What the exercise asks
Where the data below begins, start duplicating lines exactly, and finish with the line containing "ctx.font = font"; add nothing else. Leave the pictures out.

=== Provided entries ===

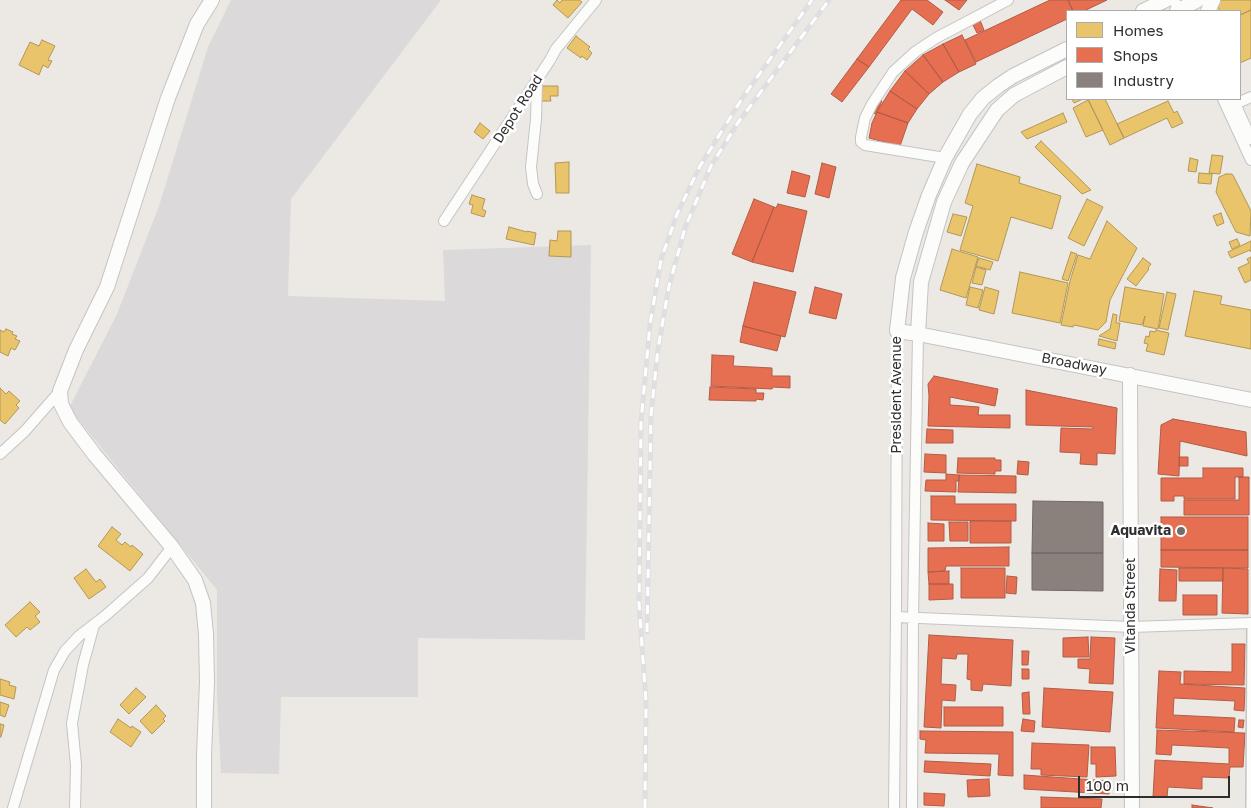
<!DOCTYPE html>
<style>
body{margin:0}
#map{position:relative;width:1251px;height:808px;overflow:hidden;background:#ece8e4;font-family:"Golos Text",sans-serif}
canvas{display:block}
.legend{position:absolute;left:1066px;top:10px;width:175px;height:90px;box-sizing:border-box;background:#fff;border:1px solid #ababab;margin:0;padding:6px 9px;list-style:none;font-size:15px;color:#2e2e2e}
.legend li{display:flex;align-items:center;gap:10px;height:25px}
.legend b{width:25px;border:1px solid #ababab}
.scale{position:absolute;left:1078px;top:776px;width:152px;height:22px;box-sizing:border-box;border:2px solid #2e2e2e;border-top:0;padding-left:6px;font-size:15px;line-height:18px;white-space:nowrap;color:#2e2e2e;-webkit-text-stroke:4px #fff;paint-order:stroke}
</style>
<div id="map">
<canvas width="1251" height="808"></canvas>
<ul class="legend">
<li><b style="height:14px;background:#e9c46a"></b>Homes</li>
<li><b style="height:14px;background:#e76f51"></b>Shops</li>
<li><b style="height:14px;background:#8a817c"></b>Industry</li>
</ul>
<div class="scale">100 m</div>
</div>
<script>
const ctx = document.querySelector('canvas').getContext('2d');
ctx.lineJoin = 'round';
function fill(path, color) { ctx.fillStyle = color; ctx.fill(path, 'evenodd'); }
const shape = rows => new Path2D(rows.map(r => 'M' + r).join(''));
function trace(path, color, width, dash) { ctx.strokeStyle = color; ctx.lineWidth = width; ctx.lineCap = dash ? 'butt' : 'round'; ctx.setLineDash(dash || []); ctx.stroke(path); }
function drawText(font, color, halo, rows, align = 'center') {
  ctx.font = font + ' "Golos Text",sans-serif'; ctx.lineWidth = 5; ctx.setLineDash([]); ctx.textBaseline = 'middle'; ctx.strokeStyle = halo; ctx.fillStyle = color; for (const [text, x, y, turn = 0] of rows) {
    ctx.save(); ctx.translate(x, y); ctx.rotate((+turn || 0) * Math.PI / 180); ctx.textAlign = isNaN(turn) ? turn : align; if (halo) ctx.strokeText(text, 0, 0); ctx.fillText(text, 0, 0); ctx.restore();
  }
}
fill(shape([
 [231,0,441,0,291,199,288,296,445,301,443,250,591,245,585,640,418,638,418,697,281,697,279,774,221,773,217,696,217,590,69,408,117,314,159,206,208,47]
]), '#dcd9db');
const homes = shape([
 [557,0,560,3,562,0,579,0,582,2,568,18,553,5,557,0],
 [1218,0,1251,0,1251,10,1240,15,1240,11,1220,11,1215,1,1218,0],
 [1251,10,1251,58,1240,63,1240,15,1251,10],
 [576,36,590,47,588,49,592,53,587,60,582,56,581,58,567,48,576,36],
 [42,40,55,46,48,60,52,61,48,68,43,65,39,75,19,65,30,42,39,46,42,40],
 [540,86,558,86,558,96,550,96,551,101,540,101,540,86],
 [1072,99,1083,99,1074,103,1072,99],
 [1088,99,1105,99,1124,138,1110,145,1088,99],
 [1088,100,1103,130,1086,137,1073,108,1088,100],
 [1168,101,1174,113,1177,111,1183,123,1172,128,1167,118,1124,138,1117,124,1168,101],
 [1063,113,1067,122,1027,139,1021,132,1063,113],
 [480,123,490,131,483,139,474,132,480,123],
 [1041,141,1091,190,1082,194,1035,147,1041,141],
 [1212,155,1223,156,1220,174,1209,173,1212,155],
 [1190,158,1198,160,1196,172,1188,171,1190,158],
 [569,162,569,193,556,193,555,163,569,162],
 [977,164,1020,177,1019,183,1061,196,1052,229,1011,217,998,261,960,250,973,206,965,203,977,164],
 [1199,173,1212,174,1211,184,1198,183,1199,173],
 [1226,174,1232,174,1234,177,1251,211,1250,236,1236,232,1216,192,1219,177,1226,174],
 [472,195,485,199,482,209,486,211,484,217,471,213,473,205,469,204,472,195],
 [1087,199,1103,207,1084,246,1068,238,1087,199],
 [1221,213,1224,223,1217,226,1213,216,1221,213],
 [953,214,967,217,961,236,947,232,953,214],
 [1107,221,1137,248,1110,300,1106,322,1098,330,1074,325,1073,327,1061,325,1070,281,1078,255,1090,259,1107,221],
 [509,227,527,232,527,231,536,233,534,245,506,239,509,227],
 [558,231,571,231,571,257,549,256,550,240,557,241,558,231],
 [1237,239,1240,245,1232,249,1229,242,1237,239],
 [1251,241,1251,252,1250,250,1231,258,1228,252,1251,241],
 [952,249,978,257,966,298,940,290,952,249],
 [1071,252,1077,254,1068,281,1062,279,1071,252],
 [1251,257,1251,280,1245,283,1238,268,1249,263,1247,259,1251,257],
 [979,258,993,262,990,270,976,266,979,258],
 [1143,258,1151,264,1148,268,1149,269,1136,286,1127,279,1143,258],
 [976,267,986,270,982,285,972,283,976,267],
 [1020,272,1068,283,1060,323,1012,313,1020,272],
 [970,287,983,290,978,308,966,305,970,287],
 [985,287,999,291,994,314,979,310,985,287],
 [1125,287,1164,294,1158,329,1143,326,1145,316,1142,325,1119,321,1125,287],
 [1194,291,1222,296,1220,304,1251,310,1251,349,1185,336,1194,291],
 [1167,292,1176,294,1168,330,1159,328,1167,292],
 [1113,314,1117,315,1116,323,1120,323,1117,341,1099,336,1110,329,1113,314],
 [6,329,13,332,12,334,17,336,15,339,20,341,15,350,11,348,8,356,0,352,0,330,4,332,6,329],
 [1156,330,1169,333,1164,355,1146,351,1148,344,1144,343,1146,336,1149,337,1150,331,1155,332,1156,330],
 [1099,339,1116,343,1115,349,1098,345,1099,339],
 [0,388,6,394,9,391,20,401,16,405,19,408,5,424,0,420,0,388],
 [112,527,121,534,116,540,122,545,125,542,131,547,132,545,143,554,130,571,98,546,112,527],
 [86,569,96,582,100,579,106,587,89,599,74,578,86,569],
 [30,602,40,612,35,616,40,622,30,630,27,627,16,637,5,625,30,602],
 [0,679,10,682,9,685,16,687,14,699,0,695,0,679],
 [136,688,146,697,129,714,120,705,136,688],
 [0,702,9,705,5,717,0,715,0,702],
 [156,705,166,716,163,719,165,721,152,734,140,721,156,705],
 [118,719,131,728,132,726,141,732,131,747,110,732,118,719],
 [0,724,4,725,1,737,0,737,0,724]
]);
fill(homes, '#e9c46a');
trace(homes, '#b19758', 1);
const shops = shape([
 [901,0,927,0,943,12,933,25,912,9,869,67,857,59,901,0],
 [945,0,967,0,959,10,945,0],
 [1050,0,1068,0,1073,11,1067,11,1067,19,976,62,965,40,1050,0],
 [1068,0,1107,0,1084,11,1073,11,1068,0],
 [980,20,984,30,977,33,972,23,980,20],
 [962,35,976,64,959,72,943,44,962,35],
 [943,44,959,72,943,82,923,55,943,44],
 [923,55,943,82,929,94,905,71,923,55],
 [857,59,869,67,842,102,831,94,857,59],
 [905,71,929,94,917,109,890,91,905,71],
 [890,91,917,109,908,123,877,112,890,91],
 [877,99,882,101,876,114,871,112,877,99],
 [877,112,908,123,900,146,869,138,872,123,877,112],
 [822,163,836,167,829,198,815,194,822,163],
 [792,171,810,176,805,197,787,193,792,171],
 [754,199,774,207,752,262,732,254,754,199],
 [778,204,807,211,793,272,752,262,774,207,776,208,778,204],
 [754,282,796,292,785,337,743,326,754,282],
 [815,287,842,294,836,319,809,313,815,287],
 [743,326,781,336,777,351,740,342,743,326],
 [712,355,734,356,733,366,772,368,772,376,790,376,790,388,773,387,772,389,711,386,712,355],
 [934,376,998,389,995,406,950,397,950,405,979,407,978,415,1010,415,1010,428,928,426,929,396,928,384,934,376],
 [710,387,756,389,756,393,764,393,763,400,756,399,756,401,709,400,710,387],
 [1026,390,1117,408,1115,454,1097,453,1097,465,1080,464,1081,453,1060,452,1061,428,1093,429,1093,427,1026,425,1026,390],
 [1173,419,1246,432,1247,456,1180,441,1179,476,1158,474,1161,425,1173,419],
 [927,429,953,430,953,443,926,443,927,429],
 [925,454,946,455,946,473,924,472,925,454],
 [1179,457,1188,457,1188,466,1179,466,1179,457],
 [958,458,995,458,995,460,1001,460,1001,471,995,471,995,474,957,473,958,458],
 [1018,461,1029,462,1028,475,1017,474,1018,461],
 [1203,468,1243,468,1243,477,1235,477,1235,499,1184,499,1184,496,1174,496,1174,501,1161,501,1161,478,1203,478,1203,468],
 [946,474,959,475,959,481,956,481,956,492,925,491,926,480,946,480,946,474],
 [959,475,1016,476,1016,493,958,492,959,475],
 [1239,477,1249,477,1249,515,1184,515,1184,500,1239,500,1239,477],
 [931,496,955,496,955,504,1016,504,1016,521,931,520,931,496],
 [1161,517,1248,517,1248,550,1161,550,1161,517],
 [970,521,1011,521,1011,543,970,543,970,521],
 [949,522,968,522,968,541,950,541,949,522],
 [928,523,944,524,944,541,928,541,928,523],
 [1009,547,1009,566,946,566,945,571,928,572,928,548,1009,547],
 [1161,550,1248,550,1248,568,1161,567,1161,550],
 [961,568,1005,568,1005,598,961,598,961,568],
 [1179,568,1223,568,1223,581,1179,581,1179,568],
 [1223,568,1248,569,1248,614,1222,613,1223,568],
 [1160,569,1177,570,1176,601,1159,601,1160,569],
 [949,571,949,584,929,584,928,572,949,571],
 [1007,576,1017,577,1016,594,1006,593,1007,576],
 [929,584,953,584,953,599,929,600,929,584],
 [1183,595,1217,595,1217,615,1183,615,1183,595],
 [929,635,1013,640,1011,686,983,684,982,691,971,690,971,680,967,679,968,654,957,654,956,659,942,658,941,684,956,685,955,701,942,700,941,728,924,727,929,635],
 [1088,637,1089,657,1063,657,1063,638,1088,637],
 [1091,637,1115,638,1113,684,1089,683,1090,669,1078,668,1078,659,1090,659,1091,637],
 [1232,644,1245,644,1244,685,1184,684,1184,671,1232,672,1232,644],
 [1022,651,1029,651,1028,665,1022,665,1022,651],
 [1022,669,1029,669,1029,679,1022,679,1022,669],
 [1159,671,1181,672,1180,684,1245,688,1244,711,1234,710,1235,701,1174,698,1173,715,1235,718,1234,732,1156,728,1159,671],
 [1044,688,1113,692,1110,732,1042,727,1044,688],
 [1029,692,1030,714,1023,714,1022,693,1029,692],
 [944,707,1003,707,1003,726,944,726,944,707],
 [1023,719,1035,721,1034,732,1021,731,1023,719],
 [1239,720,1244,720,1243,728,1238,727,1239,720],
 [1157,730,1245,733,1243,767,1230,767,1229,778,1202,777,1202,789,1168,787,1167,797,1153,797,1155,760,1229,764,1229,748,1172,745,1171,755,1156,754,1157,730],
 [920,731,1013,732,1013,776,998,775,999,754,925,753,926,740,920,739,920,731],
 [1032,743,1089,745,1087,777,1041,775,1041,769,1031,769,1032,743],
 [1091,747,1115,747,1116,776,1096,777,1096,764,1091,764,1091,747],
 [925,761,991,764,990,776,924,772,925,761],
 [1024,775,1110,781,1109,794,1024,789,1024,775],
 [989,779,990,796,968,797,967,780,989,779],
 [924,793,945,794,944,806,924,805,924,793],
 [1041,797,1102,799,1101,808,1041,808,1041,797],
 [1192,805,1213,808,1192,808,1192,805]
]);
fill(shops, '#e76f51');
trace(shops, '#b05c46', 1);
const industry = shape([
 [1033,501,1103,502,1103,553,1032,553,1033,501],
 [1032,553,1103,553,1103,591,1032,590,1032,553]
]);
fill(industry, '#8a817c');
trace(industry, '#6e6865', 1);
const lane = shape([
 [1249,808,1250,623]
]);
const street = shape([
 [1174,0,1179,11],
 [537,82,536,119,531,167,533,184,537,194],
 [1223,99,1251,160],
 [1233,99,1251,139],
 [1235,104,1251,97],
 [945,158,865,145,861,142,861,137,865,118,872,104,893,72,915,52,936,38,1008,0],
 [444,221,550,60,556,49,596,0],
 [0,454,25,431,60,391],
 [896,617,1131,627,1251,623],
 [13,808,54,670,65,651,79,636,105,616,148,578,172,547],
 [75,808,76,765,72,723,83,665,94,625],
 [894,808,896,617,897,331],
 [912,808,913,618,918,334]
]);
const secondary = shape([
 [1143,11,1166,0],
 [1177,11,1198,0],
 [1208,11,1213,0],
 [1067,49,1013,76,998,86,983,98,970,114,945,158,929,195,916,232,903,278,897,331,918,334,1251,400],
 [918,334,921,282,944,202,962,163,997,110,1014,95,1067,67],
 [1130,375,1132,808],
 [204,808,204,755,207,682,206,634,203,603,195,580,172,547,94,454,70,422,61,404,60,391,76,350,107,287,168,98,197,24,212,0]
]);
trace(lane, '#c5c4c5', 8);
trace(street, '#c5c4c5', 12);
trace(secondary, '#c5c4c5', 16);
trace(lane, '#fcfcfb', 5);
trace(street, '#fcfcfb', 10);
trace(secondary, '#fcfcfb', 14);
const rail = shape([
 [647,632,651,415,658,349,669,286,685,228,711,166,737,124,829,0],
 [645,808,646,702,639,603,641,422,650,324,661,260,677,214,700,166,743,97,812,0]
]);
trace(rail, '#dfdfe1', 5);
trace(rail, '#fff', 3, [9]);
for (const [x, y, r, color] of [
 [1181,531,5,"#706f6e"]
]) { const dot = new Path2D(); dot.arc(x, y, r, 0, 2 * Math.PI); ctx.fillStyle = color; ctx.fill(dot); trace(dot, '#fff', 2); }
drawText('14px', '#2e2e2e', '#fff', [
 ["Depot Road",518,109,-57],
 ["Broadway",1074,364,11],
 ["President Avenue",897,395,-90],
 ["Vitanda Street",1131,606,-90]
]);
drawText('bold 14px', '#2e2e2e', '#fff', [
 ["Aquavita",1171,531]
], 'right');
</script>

===

Written solution
<!DOCTYPE html>
<style>
body{margin:0}
#map{position:relative;width:1251px;height:808px;overflow:hidden;background:#ece8e4;font-family:"Golos Text",sans-serif}
canvas{display:block}
.legend{position:absolute;left:1066px;top:10px;width:175px;height:90px;box-sizing:border-box;background:#fff;border:1px solid #ababab;margin:0;padding:6px 9px;list-style:none;font-size:15px;color:#2e2e2e}
.legend li{display:flex;align-items:center;gap:10px;height:25px}
.legend b{width:25px;border:1px solid #ababab}
.scale{position:absolute;left:1078px;top:776px;width:152px;height:22px;box-sizing:border-box;border:2px solid #2e2e2e;border-top:0;padding-left:6px;font-size:15px;line-height:18px;white-space:nowrap;color:#2e2e2e;-webkit-text-stroke:4px #fff;paint-order:stroke}
</style>
<div id="map">
<canvas width="1251" height="808"></canvas>
<ul class="legend">
<li><b style="height:14px;background:#e9c46a"></b>Homes</li>
<li><b style="height:14px;background:#e76f51"></b>Shops</li>
<li><b style="height:14px;background:#8a817c"></b>Industry</li>
</ul>
<div class="scale">100 m</div>
</div>
<script>
const ctx = document.querySelector('canvas').getContext('2d');
ctx.lineJoin = 'round';
function fill(path, color) { ctx.fillStyle = color; ctx.fill(path, 'evenodd'); }
const shape = rows => new Path2D(rows.map(r => 'M' + r).join(''));
function trace(path, color, width, dash) { ctx.strokeStyle = color; ctx.lineWidth = width; ctx.lineCap = dash ? 'butt' : 'round'; ctx.setLineDash(dash || []); ctx.stroke(path); }
function drawText(font, color, halo, rows, align = 'center') {
  ctx.font = font + ' "Golos Text",sans-serif'; ctx.lineWidth = 5; ctx.setLineDash([]); ctx.textBaseline = 'middle'; ctx.strokeStyle = halo; ctx.fillStyle = color; for (const [text, x, y, turn = 0] of rows) {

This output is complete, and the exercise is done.